A member firm may include related performance information in institutional communications concerning Section 3(c)(1) Funds, subject to the stated conditions discussed in the letter.


Dear Mr. Ellison:

In your letter dated August 31, 2020, you have requested interpretive guidance on behalf of Foreside Fund Services, LLC (“Foreside”), a registered broker-dealer, regarding the use of related performance information in communications concerning private unregistered funds excluded from the definition of “investment company” under section 3(c)(1) of the Investment Company Act of 1940 (“ICA”)1 (“3(c)(1) Funds”) that are distributed solely to institutional investors as defined in FINRA Rule 2210(a)(4).2  

Background

You state that Appleseed Pioneer, LP (the “Fund”) is a Delaware limited partnership relying on the Section 3(c)(1) exclusion from the definition of investment company under the ICA and has not registered its securities pursuant to Rule 506(b) of Regulation D under the Securities Act of 1933.3  You state that sales of the Fund’s interests are restricted to investors who are accredited investors as defined by Rule 501 of Regulation D.4  You further state that the Fund seeks capital appreciation generally using a long-short strategy -- making long-term investments in public environmental, social and governance (“ESG”) companies that Pekin Hardy Strauss, Inc. (the “Investment Adviser”) believes are undervalued, while also shorting non-ESG companies that are overvalued.

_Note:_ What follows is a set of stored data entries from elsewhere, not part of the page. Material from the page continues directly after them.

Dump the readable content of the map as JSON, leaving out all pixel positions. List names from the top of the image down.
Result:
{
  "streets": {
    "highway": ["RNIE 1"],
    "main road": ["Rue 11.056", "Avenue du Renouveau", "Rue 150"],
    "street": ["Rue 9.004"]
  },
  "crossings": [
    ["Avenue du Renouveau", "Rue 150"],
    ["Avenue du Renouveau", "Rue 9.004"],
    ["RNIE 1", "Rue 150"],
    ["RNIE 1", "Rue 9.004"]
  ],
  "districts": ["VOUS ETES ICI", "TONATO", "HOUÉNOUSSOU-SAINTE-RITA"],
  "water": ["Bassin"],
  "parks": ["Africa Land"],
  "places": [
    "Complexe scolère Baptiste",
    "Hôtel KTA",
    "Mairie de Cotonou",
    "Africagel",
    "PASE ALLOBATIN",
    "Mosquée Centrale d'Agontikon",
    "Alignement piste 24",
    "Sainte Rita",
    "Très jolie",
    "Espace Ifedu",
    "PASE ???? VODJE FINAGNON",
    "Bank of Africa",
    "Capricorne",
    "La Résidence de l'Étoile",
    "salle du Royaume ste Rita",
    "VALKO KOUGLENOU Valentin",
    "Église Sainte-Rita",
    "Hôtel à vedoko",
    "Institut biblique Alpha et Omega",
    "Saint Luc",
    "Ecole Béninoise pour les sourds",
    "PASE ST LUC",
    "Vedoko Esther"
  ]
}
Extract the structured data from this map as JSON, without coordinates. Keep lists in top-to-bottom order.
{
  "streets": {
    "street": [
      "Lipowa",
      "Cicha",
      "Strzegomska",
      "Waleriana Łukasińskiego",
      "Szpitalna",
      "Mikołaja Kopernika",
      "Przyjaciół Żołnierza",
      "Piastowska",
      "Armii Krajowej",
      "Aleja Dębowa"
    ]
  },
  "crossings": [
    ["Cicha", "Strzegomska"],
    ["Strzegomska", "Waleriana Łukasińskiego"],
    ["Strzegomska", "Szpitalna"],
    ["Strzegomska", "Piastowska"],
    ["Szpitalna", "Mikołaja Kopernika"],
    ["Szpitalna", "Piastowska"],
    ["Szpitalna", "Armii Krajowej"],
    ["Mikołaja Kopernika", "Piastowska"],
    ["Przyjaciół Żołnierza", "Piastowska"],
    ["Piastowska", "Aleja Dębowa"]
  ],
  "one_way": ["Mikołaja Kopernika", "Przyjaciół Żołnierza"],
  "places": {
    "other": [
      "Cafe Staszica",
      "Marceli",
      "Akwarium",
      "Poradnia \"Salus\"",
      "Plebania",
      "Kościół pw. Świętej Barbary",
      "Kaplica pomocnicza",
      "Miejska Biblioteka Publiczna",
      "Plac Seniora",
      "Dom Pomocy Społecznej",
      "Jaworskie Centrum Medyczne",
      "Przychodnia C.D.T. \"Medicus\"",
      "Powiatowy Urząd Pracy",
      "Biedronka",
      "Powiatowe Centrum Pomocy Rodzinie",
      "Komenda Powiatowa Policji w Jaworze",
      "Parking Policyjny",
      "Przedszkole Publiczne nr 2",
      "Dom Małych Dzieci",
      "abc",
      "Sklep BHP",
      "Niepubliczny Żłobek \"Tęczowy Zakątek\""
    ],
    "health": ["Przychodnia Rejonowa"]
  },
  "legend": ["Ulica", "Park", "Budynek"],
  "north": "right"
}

You state that the Fund was formed on August 18th, 2016, and commenced sales of its shares on October 3rd, 2016, and that the minimum initial subscription for an interest in the Fund is $500,000.  Persons interested in subscribing in the Partnership are required to complete, execute and return subscription agreements to Appleseed Pioneer GP, LLC.  You also state that individuals employed by the Investment Adviser who promote or intend to promote the Fund are registered as representatives of Foreside. 

You state that communications concerning the Fund (“Marketing Materials”), which will be distributed solely to institutional investors as defined in FINRA Rule 2210(a)(4), may include the past performance information of a separately managed account (the “SMA”) with substantially similar investment objectives, policies and strategies as the Fund and that was managed by the Investment Adviser (“Related Performance Information”).  You state that the Related Performance Information reflects the performance of an investment strategy that began trading in the SMA on December 17th, 2014 and ended on June 19th, 2017, at which time the SMA was closed (the “SMA Performance Period”).  You further state that the SMA is the only separate or private account or fund managed by the Investment Adviser that had or has substantially similar investment objectives, policies and strategies as the Fund.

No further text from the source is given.